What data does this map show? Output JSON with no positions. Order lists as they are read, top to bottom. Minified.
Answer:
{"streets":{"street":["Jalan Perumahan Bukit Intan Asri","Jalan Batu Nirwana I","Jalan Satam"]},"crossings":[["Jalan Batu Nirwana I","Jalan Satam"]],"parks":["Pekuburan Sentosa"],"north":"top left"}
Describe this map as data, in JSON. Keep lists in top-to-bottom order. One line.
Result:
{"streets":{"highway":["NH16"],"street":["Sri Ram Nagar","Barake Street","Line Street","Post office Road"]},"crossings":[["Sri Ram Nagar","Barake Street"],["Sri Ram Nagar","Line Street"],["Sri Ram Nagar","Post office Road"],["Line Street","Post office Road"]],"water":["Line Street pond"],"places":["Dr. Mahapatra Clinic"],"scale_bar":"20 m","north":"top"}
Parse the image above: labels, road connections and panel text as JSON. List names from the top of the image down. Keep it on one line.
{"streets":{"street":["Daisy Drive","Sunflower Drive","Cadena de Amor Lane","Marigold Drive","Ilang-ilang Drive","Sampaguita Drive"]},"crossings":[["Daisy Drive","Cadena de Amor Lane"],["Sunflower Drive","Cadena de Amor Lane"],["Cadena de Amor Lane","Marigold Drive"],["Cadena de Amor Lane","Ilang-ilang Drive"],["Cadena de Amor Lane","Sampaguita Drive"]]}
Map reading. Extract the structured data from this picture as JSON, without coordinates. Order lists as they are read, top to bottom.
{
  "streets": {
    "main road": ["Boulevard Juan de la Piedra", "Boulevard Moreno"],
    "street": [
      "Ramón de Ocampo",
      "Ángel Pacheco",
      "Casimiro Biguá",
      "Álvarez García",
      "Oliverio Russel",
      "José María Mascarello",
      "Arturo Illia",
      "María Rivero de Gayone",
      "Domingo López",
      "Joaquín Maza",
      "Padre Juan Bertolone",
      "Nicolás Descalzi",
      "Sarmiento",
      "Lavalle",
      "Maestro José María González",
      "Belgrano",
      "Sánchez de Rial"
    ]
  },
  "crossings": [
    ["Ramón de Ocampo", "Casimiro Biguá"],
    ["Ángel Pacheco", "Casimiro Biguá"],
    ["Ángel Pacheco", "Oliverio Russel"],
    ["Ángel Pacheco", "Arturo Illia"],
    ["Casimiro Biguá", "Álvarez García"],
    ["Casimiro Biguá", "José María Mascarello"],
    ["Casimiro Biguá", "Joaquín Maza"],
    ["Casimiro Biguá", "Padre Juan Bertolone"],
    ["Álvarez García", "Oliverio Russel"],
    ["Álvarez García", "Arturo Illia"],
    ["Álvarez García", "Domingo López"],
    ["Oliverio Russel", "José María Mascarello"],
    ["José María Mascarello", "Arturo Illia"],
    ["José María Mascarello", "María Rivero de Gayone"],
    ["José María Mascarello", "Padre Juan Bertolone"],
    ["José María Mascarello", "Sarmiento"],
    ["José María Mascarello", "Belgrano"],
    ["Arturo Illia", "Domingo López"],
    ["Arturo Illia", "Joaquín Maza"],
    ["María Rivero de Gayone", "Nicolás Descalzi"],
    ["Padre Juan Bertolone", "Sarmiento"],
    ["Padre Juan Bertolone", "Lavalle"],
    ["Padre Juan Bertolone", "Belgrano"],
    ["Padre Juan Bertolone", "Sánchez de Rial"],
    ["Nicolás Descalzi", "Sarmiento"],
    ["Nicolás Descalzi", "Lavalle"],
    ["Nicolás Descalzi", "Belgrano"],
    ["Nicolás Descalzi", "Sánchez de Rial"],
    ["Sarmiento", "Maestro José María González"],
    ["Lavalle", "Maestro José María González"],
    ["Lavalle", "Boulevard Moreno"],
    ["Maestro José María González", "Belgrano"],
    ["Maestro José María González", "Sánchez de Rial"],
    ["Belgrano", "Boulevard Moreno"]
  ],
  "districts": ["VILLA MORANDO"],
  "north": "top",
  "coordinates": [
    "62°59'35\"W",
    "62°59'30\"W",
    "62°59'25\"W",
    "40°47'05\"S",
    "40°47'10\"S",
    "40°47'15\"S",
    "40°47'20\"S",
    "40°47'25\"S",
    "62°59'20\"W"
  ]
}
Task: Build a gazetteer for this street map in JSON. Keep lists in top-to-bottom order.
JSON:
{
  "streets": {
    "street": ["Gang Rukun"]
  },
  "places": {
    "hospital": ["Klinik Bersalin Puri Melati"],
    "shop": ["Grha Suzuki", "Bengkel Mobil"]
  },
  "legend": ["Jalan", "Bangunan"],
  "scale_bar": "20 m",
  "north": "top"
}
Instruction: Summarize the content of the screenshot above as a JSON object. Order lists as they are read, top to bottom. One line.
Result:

→ **Prompt**
Repeat the material word for word, in full.

→ **Answer section**
What data does this map show? Output JSON with no positions. Order lists as they are read, top to bottom. Minified.
Answer:
{"streets":{"street":["Jalan Perumahan Bukit Intan Asri","Jalan Batu Nirwana I","Jalan Satam"]},"crossings":[["Jalan Batu Nirwana I","Jalan Satam"]],"parks":["Pekuburan Sentosa"],"north":"top left"}
Describe this map as data, in JSON. Keep lists in top-to-bottom order. One line.
Result:
{"streets":{"highway":["NH16"],"street":["Sri Ram Nagar","Barake Street","Line Street","Post office Road"]},"crossings":[["Sri Ram Nagar","Barake Street"],["Sri Ram Nagar","Line Street"],["Sri Ram Nagar","Post office Road"],["Line Street","Post office Road"]],"water":["Line Street pond"],"places":["Dr. Mahapatra Clinic"],"scale_bar":"20 m","north":"top"}
Parse the image above: labels, road connections and panel text as JSON. List names from the top of the image down. Keep it on one line.
{"streets":{"street":["Daisy Drive","Sunflower Drive","Cadena de Amor Lane","Marigold Drive","Ilang-ilang Drive","Sampaguita Drive"]},"crossings":[["Daisy Drive","Cadena de Amor Lane"],["Sunflower Drive","Cadena de Amor Lane"],["Cadena de Amor Lane","Marigold Drive"],["Cadena de Amor Lane","Ilang-ilang Drive"],["Cadena de Amor Lane","Sampaguita Drive"]]}
Map reading. Extract the structured data from this picture as JSON, without coordinates. Order lists as they are read, top to bottom.
{
  "streets": {
    "main road": ["Boulevard Juan de la Piedra", "Boulevard Moreno"],
    "street": [
      "Ramón de Ocampo",
      "Ángel Pacheco",
      "Casimiro Biguá",
      "Álvarez García",
      "Oliverio Russel",
      "José María Mascarello",
      "Arturo Illia",
      "María Rivero de Gayone",
      "Domingo López",
      "Joaquín Maza",
      "Padre Juan Bertolone",
      "Nicolás Descalzi",
      "Sarmiento",
      "Lavalle",
      "Maestro José María González",
      "Belgrano",
      "Sánchez de Rial"
    ]
  },
  "crossings": [
    ["Ramón de Ocampo", "Casimiro Biguá"],
    ["Ángel Pacheco", "Casimiro Biguá"],
    ["Ángel Pacheco", "Oliverio Russel"],
    ["Ángel Pacheco", "Arturo Illia"],
    ["Casimiro Biguá", "Álvarez García"],
    ["Casimiro Biguá", "José María Mascarello"],
    ["Casimiro Biguá", "Joaquín Maza"],
    ["Casimiro Biguá", "Padre Juan Bertolone"],
    ["Álvarez García", "Oliverio Russel"],
    ["Álvarez García", "Arturo Illia"],
    ["Álvarez García", "Domingo López"],
    ["Oliverio Russel", "José María Mascarello"],
    ["José María Mascarello", "Arturo Illia"],
    ["José María Mascarello", "María Rivero de Gayone"],
    ["José María Mascarello", "Padre Juan Bertolone"],
    ["José María Mascarello", "Sarmiento"],
    ["José María Mascarello", "Belgrano"],
    ["Arturo Illia", "Domingo López"],
    ["Arturo Illia", "Joaquín Maza"],
    ["María Rivero de Gayone", "Nicolás Descalzi"],
    ["Padre Juan Bertolone", "Sarmiento"],
    ["Padre Juan Bertolone", "Lavalle"],
    ["Padre Juan Bertolone", "Belgrano"],
    ["Padre Juan Bertolone", "Sánchez de Rial"],
    ["Nicolás Descalzi", "Sarmiento"],
    ["Nicolás Descalzi", "Lavalle"],
    ["Nicolás Descalzi", "Belgrano"],
    ["Nicolás Descalzi", "Sánchez de Rial"],
    ["Sarmiento", "Maestro José María González"],
    ["Lavalle", "Maestro José María González"],
    ["Lavalle", "Boulevard Moreno"],
    ["Maestro José María González", "Belgrano"],
    ["Maestro José María González", "Sánchez de Rial"],
    ["Belgrano", "Boulevard Moreno"]
  ],
  "districts": ["VILLA MORANDO"],
  "north": "top",
  "coordinates": [
    "62°59'35\"W",
    "62°59'30\"W",
    "62°59'25\"W",
    "40°47'05\"S",
    "40°47'10\"S",
    "40°47'15\"S",
    "40°47'20\"S",
    "40°47'25\"S",
    "62°59'20\"W"
  ]
}
Task: Build a gazetteer for this street map in JSON. Keep lists in top-to-bottom order.
JSON:
{
  "streets": {
    "street": ["Gang Rukun"]
  },
  "places": {
    "hospital": ["Klinik Bersalin Puri Melati"],
    "shop": ["Grha Suzuki", "Bengkel Mobil"]
  },
  "legend": ["Jalan", "Bangunan"],
  "scale_bar": "20 m",
  "north": "top"
}
Instruction: Summarize the content of the screenshot above as a JSON object. Order lists as they are read, top to bottom. One line.
Result:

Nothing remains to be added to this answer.